Governors-desgnate making political comments: Sir David Smith’s views

No one in Australia would be better able to speak on the role, function and practice of the Governor- General or the Governors than Sir David Smith.
Sir David has sent us the following letter setting out his considered opinion on the extraordinary practice of governors-designate entering the political and constitutional debate concerning Australia becoming a republic.  Sir David writes: 
“Apropos your newsletter reference to vice-regal republicans, it seems that the practice of newly-appointed vice-regal office holders making inappropriate comments at the start of their terms of office as the Queen’s representatives is really catching on.
It began with Sir William Deane’s appointment in February 1996, when it was announced that he would serve only until 1 January 2001 when it was expected that the first republican president would take office.  This was a most inappropriate and arrogant assumption of a decision yet to be made by the Australian people.
Last year ­ on the Queen¹s birthday weekend no less ­ Victoria’s recently-appointed Governor disgraced himself and his office by giving a newspaper interview in which his remarks about the Queen were lacking in propriety, and his remarks about the 1999 referendum were simply not true, showing an abysmal lack of knowledge of what actually happened that year.  And now, as you have reminded us, the Governor-designate of South Australia seems to have followed suit, with his comments about a coming republic.  So far as I am concerned, those who take the Queen’s shilling have a moral, and a constitutional, duty to keep their republican tendencies to themselves until they are off the public pay-roll.  The system of government that pays them and supports their life-style, and of which their high office is a vital part, is still a constitutional monarchy.

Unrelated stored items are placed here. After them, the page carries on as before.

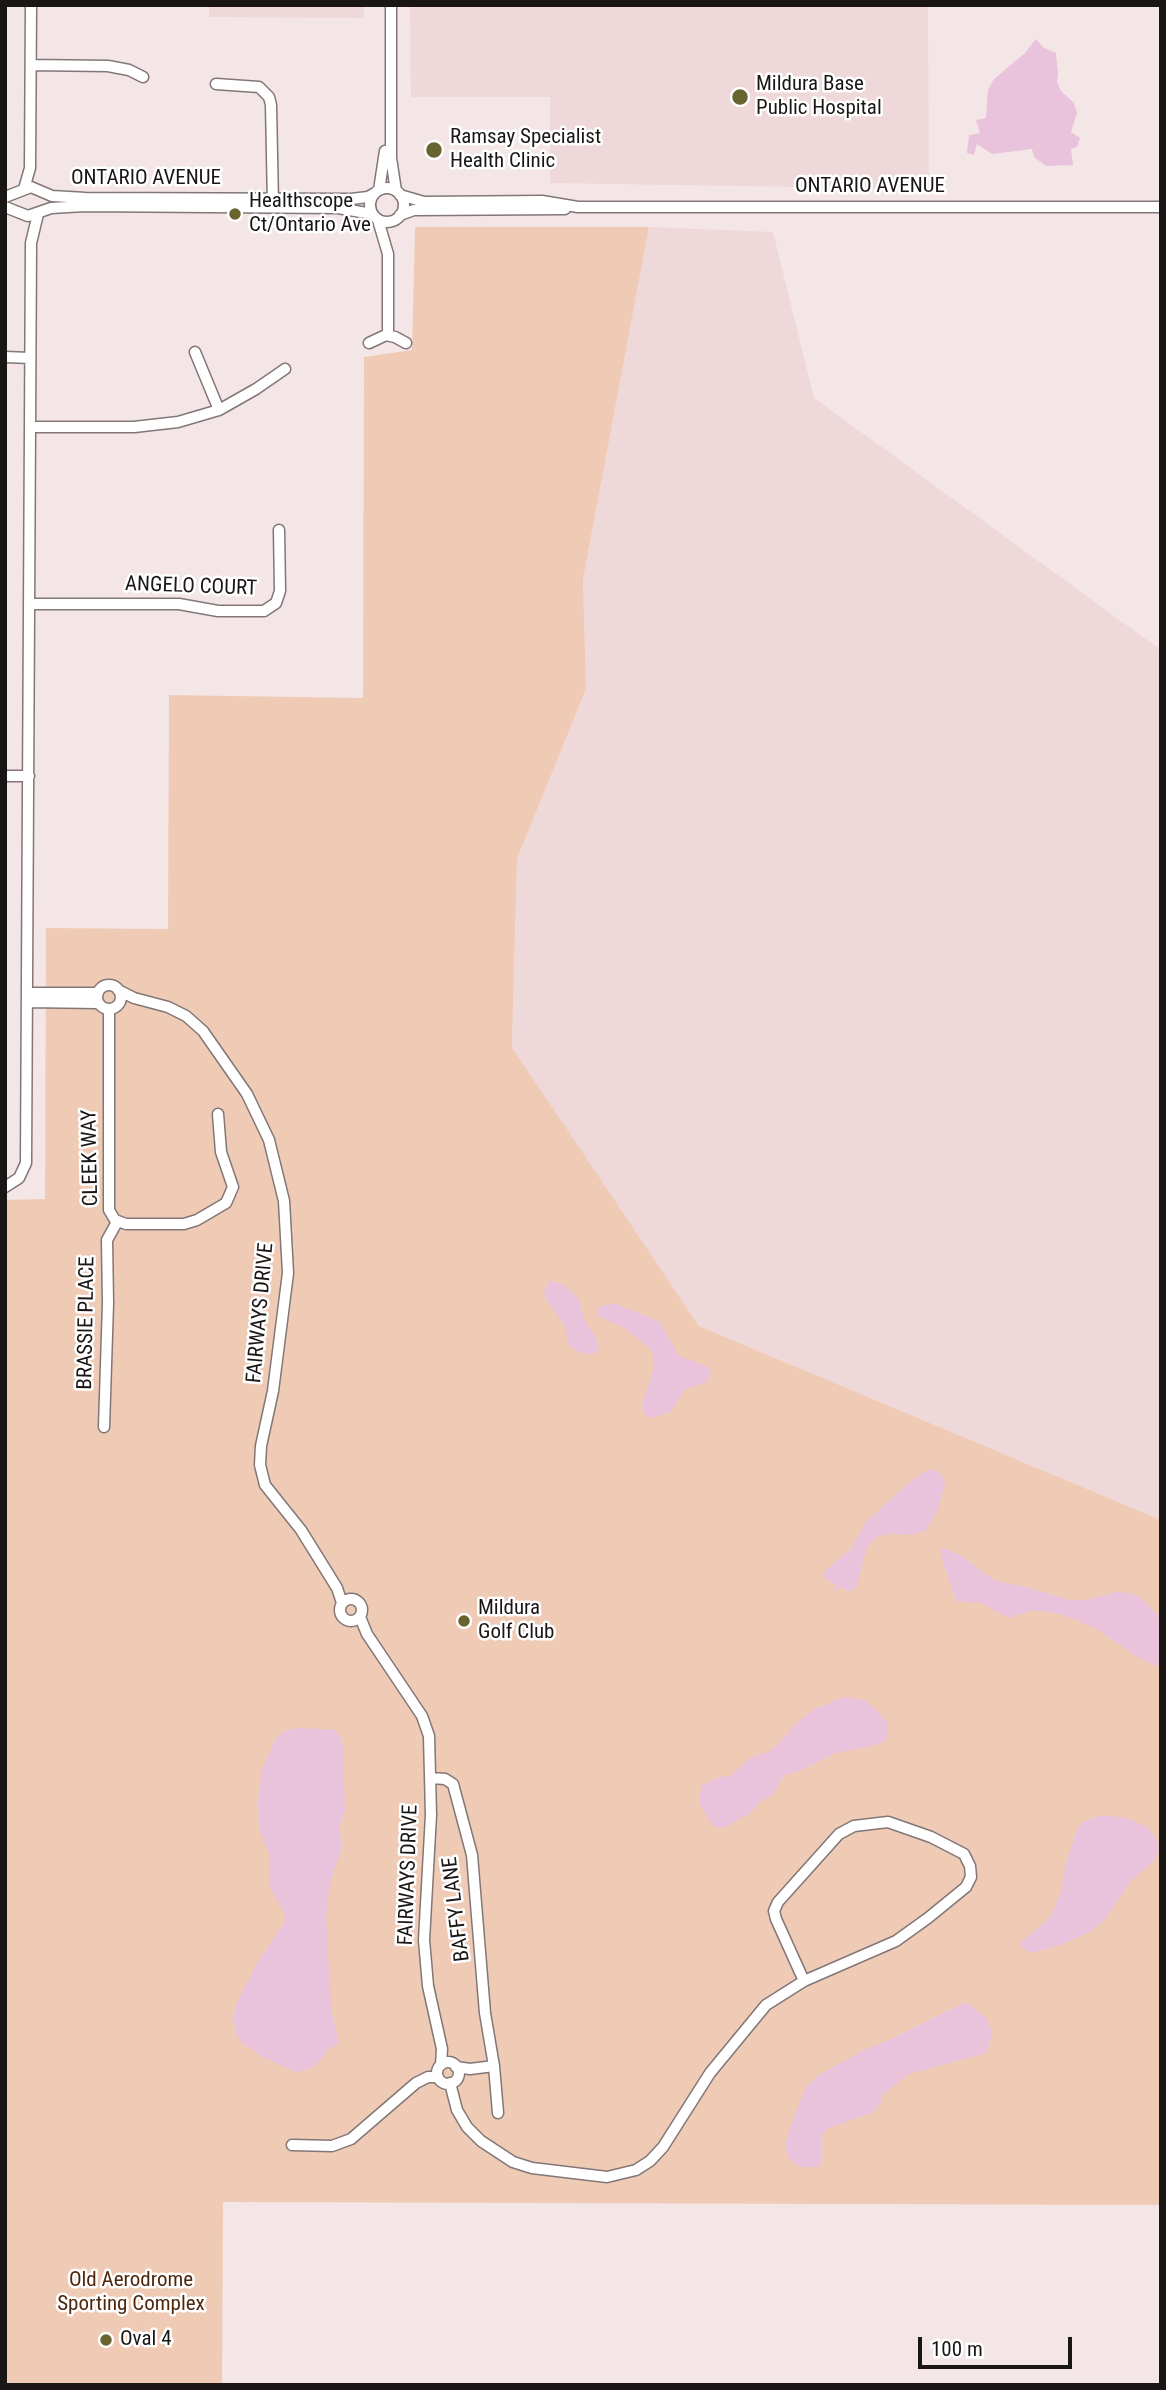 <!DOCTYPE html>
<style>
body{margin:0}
#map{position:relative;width:1166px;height:2390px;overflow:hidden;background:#f4e6e7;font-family:"Roboto Condensed",sans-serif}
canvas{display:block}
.frame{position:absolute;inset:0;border:7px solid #1b1616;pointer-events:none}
.scale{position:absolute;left:918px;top:2337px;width:154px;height:32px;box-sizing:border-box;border:4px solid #1b1616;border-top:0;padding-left:9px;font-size:21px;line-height:24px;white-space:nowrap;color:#1b1616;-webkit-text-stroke:5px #fff;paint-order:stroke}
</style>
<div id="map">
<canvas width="1166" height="2390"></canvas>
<div class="frame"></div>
<div class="scale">100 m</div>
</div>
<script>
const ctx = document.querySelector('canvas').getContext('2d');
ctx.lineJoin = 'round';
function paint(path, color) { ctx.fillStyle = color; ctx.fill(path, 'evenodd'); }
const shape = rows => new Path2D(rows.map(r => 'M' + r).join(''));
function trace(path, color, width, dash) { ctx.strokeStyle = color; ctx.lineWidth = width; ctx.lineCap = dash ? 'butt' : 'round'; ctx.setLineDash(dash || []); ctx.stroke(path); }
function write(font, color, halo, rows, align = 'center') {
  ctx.font = font + ' "Roboto Condensed",sans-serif'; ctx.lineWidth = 5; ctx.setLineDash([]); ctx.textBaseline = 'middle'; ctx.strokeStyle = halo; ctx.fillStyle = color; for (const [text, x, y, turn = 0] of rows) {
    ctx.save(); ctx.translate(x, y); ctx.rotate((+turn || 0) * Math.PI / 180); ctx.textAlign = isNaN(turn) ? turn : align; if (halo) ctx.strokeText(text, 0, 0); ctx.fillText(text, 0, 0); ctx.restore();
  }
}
paint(shape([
 [209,5,364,5,364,18,209,17],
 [410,5,928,5,929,189,550,183,550,97,411,97],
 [649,227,773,232,814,398,1161,650,1161,1520,699,1326,512,1047,517,859,586,689,583,580]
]), '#efd8d9');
paint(shape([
 [415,227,649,227,583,580,586,689,517,859,512,1047,699,1326,1161,1520,1161,2205,223,2202,222,2385,5,2385,5,1200,45,1199,46,928,168,929,169,695,363,698,364,357,412,350]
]), '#efcbb6');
paint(shape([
 [1036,39,1044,48,1056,53,1058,74,1057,82,1061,91,1074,103,1077,113,1071,132,1080,138,1077,147,1071,149,1073,165,1046,166,1034,157,1032,149,992,154,977,144,974,155,967,153,969,135,980,133,976,120,986,118,988,90,994,79,1025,53],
 [551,1281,564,1285,579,1299,584,1320,598,1341,599,1349,593,1354,583,1354,570,1347,564,1325,544,1296,545,1288],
 [614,1303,658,1321,663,1327,678,1355,707,1367,711,1372,708,1381,683,1391,675,1406,668,1413,651,1418,643,1413,642,1404,654,1368,654,1355,648,1347,624,1328,598,1316,597,1311,600,1306],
 [929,1469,940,1472,945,1483,939,1507,927,1529,924,1533,920,1531,913,1535,887,1534,878,1537,869,1544,864,1556,857,1586,850,1591,839,1587,833,1592,836,1585,825,1578,823,1574,826,1570,851,1549,866,1522,911,1481],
 [943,1548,962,1556,985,1574,997,1581,1030,1588,1069,1600,1087,1600,1116,1592,1134,1594,1144,1601,1161,1619,1161,1667,1142,1660,1095,1628,1061,1614,1033,1610,1008,1618,981,1603,956,1601,942,1559,941,1550],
 [844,1697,865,1700,878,1712,888,1723,888,1733,885,1741,873,1746,835,1753,795,1773,786,1774,781,1779,773,1795,761,1801,749,1814,723,1828,719,1828,712,1825,700,1805,699,1798,702,1785,720,1777,730,1776,750,1758,769,1751,779,1743,797,1722,815,1709],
 [298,1728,334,1730,340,1736,343,1746,345,1810,339,1827,342,1848,331,1879,326,1913,331,2009,339,2044,329,2049,314,2067,298,2072,290,2070,263,2057,242,2043,236,2034,233,2019,237,2002,257,1963,285,1921,284,1912,269,1886,270,1856,259,1829,258,1801,262,1769,276,1738,284,1731],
 [1101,1815,1127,1818,1148,1828,1158,1841,1159,1849,1155,1860,1132,1880,1104,1920,1091,1931,1061,1945,1031,1953,1028,1952,1022,1947,1022,1941,1042,1925,1052,1914,1061,1891,1066,1863,1076,1833,1081,1823],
 [966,2002,987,2019,992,2033,987,2053,909,2074,881,2096,881,2103,873,2112,827,2129,822,2135,821,2163,818,2167,799,2167,788,2157,785,2144,791,2124,806,2087,817,2076,864,2050,893,2038]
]), '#e9c2dc');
const minor = shape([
 [391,5,391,158,396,191],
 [31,65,108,66,129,70,143,77],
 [216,84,259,87,269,97,271,105,273,205],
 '370 205a17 17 0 1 1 34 0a17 17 0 1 1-34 0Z',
 [24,189,30,168,31,5],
 [379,190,385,151],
 [400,195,424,202,542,201,578,207,1161,207],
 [5,197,31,187,52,196,85,198,351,199,368,197,375,193],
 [5,207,28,216,51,208,85,206,338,208,372,214],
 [400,215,414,210,565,209],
 [378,220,388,254,388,335],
 [369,343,386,335,395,337,406,343],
 [195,352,219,410],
 [5,357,30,358],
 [30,427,134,427,178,422,219,410,256,389,285,369],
 [29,604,179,604,218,611,264,611,276,603,280,591,279,530],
 [5,776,29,776],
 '97 997a12 12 0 1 1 24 0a12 12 0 1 1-24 0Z',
 [118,990,134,998,168,1007,186,1016,203,1031,247,1094,269,1140,284,1201,288,1273,273,1391,261,1446,260,1465,265,1485,301,1530,337,1588,342,1603],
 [28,993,98,993],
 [28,1002,98,1003],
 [109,1010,109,1210,115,1220,126,1224,184,1224,197,1220,226,1203,233,1187,221,1152,218,1114],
 [5,1187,19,1178,26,1163,31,243,38,214],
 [104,1427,108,1303,107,1240,117,1222],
 '340 1610a11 11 0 1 1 22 0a11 11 0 1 1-22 0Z',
 [360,1617,367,1634,422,1716,429,1736,431,1815,424,1940,428,1986,442,2049,441,2065],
 [431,1778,445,1779,453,1784,472,1855,485,2013,494,2066,470,2069,456,2067],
 '437 2073a11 11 0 1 1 22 0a11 11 0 1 1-22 0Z',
 [494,2066,498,2113],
 [450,2083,457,2110,467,2127,481,2141,513,2162,532,2168,607,2177,636,2170,650,2161,663,2147,710,2073,766,2005,804,1981,896,1941,928,1918,966,1887,971,1877,970,1866,964,1854,931,1837,888,1822,854,1826,839,1834,778,1902,774,1911,776,1919,804,1981],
 [292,2145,332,2146,351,2139,416,2083,428,2077,438,2077]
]);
trace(minor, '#827676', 13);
trace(minor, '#fff', 10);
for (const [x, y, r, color] of [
 [740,97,9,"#676430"],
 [434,150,9,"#676430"],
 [235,214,7,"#676430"],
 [464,1621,7,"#676430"],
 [106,2340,7,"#676430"]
]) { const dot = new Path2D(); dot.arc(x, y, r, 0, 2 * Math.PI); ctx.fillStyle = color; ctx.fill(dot); trace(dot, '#fff', 2.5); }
write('21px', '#1b1616', '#fff', [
 ["Mildura Base",756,85],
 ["Public Hospital",756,109],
 ["Ramsay Specialist",450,138],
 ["Health Clinic",450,162],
 ["Healthscope",249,202],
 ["Ct/Ontario Ave",249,226],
 ["Mildura",478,1609],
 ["Golf Club",478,1633],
 ["Oval 4",120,2340]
], 'left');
write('21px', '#1b1616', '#fff', [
 ["ONTARIO AVENUE",146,179],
 ["ONTARIO AVENUE",870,187],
 ["ANGELO COURT",191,587,2],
 ["CLEEK WAY",91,1158,-91],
 ["FAIRWAYS DRIVE",261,1313,-85],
 ["BRASSIE PLACE",87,1323,-89],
 ["FAIRWAYS DRIVE",409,1875,-88],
 ["BAFFY LANE",457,1909,-97]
]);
write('21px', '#4d260c', '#fff', [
 ["Old Aerodrome",131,2281],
 ["Sporting Complex",131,2305]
]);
</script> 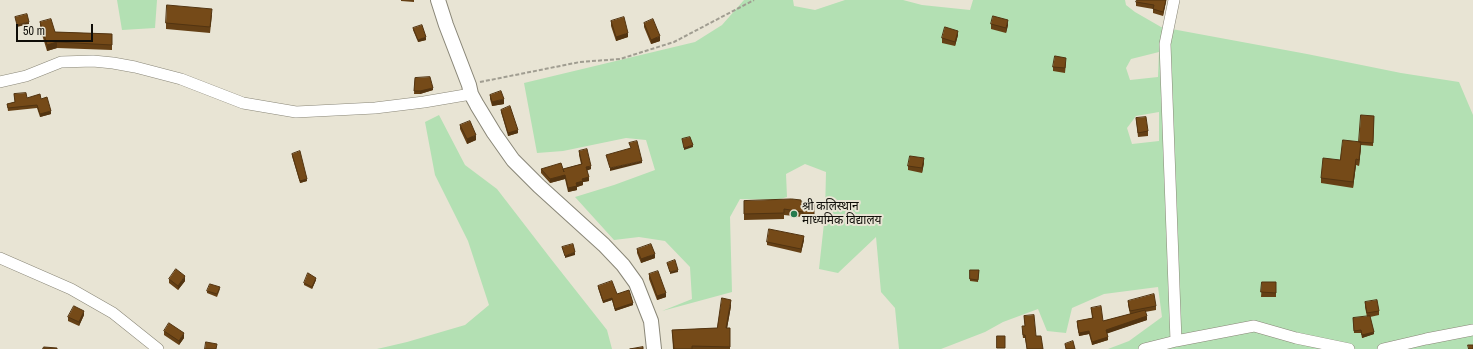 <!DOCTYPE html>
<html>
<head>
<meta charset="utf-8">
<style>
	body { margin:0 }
	#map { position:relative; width:1473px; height:349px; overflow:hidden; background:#e8e4d4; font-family:"Archivo Narrow",sans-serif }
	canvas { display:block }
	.scale { position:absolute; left:16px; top:24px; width:77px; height:18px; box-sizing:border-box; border:2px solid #0f0d08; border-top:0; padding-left:5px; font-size:12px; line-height:14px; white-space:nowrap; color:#0f0d08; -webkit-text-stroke:3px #e8e4d4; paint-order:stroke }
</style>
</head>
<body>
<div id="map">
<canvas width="1473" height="349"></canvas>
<div class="scale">50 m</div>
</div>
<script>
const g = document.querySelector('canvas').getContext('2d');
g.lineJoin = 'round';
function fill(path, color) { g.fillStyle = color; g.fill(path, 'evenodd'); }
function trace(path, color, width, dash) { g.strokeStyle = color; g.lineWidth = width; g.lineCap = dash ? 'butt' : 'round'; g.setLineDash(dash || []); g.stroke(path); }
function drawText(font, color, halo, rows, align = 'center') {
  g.font = font + ' "Archivo Narrow","Noto Sans Devanagari",sans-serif'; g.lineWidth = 4; g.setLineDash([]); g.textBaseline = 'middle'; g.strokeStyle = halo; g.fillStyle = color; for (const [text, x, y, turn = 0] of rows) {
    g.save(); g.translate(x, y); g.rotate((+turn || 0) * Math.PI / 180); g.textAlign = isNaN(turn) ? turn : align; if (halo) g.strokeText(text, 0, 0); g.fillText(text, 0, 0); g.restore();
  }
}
fill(new Path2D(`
	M117 0H157L155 28 122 30Z
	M744 0H793L794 6 815 10 845 0H903L922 5 970 10 973 0H1125L1126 5 1135 12 1161 27 1307 54 1401 73 1459 82 1473 115V349H1108L1129 341 1162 317 1158 287 1104 294 1072 308 1066 333 1047 331 1038 309 1003 322 985 332 941 349H899L895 308 881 292 876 237 838 273 819 269 825 214 826 172 805 164 786 174 787 197 777 200 740 199 730 217 732 292 662 311 692 299 690 267 665 241 639 237 614 240 575 197 614 185 655 170 646 140 626 138 563 151 537 153 524 83 695 42 722 25ZM1159 52 1158 77 1130 80 1126 68 1131 59ZM1159 112V141L1132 144 1127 128 1136 116Z
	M439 115 465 165 497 189 551 259 607 330 612 349H377L407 342 465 325 489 305 468 241 435 175 425 122Z`), '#b3e0b3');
const minor = new Path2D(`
	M1174 0 1165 44 1176 341
	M0 82 26 76 61 62 93 61 113 63 135 67 181 79 243 103 296 112 375 108 424 102 471 94
	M0 258 71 289 113 313 158 349
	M1144 349 1176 341 1254 326 1296 338 1349 349
	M1383 349 1426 339 1473 330`);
const tertiary = new Path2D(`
	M438 0 446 25 469 85 471 94 477 105 494 133 513 160 539 186 604 245 623 265 636 283 651 321 654 349`);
trace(minor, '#898677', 12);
trace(tertiary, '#898677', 16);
trace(new Path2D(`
	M480 82 580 62 620 59 674 42 754 0`), '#a09d91', 2, [4, 2]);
trace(minor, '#fff', 11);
trace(tertiary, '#fff', 14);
fill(new Path2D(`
	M401 0H414V2L401 1Z
	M1166 0 1163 16 1153 13V9L1136 6V2Z
	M212 15 210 33 166 29V23Z
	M611 21 628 37 616 41 611 26Z
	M40 22 55 32 112 34V50L57 48 47 51 40 28Z
	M644 23 660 41 651 44 644 27Z
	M991 24 1008 25 1006 33 991 29Z
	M413 28 426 40 418 42 413 30Z
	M958 35 955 46 942 43V38Z
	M1066 62 1065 73 1053 71V67Z
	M415 78 433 90 420 94H414Z
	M14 94 27 98 41 99 51 114 40 117 37 108 8 111 7 104 15 102Z
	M490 95 504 104 492 106 490 99Z
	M501 110 518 133 508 136 501 112Z
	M1374 116 1373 146 1361 145 1359 166 1356 165 1353 188 1321 183V178L1359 142Z
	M1136 118 1148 131V136L1138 137Z
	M460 125 476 140 467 144 460 129Z
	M579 151 591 169 587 170 589 181 583 182V185L577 187V190L568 192 565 179 550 183 541 173V169H563L581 164 579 155Z
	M292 154 307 181 300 183 292 156Z
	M924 163 922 173 908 170V166Z
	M744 201 814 203V220H803V217L784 215V219L744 220Z
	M804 240 801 253 767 245V242Z
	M637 249 655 258 641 263 637 253Z
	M970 270H979L978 282 970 281Z
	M649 274 666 297 657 300 649 279Z
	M169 279 185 281 178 290 169 283Z
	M316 280 312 289 304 285V283Z
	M1262 282H1276V297H1261Z
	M598 286 617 294 633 305 615 311 612 300 603 303 598 288Z
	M220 289 217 297 207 293V291Z
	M1128 301 1156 306V310L1145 312 1147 320 1107 333 1108 340 1092 345 1089 334 1079 336 1077 325V321L1092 318 1091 308 1103 321 1130 314 1128 305Z
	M1365 302 1379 311V315L1370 317 1374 334 1362 338 1361 333H1354L1353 318 1367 317 1365 307Z
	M731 306 727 328H730V349H673L672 330 717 328Z
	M84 315 79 326 68 321V317Z
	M1024 316 1036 336 1043 349H1027L1025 338H1023L1022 330 1025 326Z
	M164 331 184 338 179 345 164 335Z`), '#654015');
fill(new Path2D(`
	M1166 0V2L1163 16V12Z
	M1008 20V25L1006 33V28Z
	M29 22V24L17 27V25Z
	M958 31V35L955 46V42Z
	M628 33V37L616 41V37Z
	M660 36V41L651 44V40Z
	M426 37V40L418 42V40Z
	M57 42V48L47 51V45Z
	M433 88V90L420 94V91Z
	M504 99V104L492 106V102Z
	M51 111V114L40 117V114Z
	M518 130V133L508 136V133Z
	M476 135V140L467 144V139Z
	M1361 142V148L1359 166V160Z
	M693 145V147L684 150V148Z
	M924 158V163L922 173V168Z
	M1356 159V165L1353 188V182Z
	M642 161V163L610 171V168Z
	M591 166V169L586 171V167Z
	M565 175V179L550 183V179Z
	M589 177V181L583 182V185L577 187V190L568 192V188L582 179Z
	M307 179V181L300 183V181Z
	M804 236V240L801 253V249Z
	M575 252V255L565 258V256Z
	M655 254V258L641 263V259Z
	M678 270V272L670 274V272Z
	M185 276V281L178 290V286Z
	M316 278V280L312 289V287Z
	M666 293V297L657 300V296Z
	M612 298V300L603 303V301Z
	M731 300V306L726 334V328Z
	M633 303V305L615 311V309Z
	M84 311V315L79 326V322Z
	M1147 316V320L1106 334V330Z
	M1089 331V334L1079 336V333Z
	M1374 332V334L1362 338V335Z
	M184 333V338L179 345V341Z
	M1108 337V340L1092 345V342Z`), '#523411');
const building = new Path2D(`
	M1137 0H1166L1163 12 1153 9 1154 5 1136 2Z
	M167 5 212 9 210 27 166 23Z
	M27 14 29 22 17 25 15 17Z
	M993 16 1008 20 1006 28 991 24Z
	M624 17 628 33 616 37 611 21Z
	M51 19 55 32 112 34V45L57 42 47 45 40 22Z
	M653 19 660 36 651 40 644 23Z
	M422 25 426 37 418 40 413 28Z
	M945 27 958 31 955 42 942 38Z
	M1055 56 1066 58 1065 68 1053 67Z
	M430 77 433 88 420 91H414L415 78Z
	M501 91 504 99 492 102 490 95Z
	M26 93 27 98 40 94 41 99 47 97 51 111 40 114 37 105 8 108 7 104 15 102 14 94Z
	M510 106 518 130 508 133 501 110Z
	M1361 115 1374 116 1373 143 1359 142Z
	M1146 117 1148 131 1138 133 1136 118Z
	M470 121 476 135 467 139 460 125Z
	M690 137 693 145 684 148 682 139Z
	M1343 140 1361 142 1359 160 1356 159 1353 182 1321 178 1323 158 1340 160Z
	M637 141 642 161 610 168 606 155 631 148 629 143Z
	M587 149 591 166 586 167 589 177 582 179 583 181 576 183 577 186 568 188 565 175 550 179 541 169 561 163 564 172 563 169 582 164 579 151Z
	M300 151 307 179 300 181 292 154Z
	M910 156 924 158 922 168 908 166Z
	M792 199 801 200V202L814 203V214H803V212L784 209V213L744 214V201Z
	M769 229 804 236 801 249 767 242Z
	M573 244 575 252 565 256 562 247Z
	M651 244 655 254 641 259 637 249Z
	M675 260 678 270 670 272 667 263Z
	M176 269 185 276 178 286 169 279Z
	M970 270H979L978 280 970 279Z
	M658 271 666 293 657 296 649 274Z
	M308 273 316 278 312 287 304 283Z
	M612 281 617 294 629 290 633 303 615 309 612 298 603 301 598 286Z
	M1262 282H1276V293L1261 292Z
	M210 284 220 287 217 294 207 291Z
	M1154 294 1156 306 1130 311 1128 301Z
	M722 298 731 300 726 328H730V347L692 346V349H674L672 330 717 328Z
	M1377 300 1379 311 1367 313 1365 302Z
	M74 306 84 311 79 322 68 317Z
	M1101 306 1103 321 1145 310 1147 316 1106 330 1108 337 1092 342 1089 331 1079 333 1077 321 1093 318 1091 308Z
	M1034 315 1036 336H1041L1043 349H1027L1025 335H1023L1022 326H1025L1024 316Z
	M1370 316 1374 332 1362 335 1361 330 1354 331 1353 318Z
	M169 323 184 333 179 341 164 331Z
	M997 336H1005V348H997Z
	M1073 341 1075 349H1066L1065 344Z
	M206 342 217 344 216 349H205Z
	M1468 345H1473V349H1469Z
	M44 347 57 348V349H43Z
	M643 347V349H630Z`);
fill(building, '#754a18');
trace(building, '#523411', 1);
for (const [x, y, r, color] of [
	[794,214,4,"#257b4e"]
]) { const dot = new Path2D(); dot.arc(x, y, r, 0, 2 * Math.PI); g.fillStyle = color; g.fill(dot); trace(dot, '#e8e4d4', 1.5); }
drawText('12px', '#0f0d08', '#e8e4d4', [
	["श्री कलिस्थान",802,207],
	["माध्यमिक विद्यालय",802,221]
], 'left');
</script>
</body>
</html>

I have no doubt that a monarchist Governor or Governor-General who spoke out in support of the present system would quickly be told by the media and others that his remarks were inappropriate, yet the same stricture seems not to apply to republican Governors and Governors-General.
Incidentally, it is incorrect to describe the  former Governor-General, Mr. Bill Hayden,as having been a "fierce republican".  As I reported in my book Head of State at page 48, the critic who had described him as a republican, when challenged, could not produce any evidence whatsoever to support the allegation.
Yours sincerely, etc”
Sir  David has also written to us about the NSW Parliament again being opened by Ministerial Commission and not by the State Governor.  He rightly refers to this as “a despicable way to treat the office, the  incumbent and the Parliament.”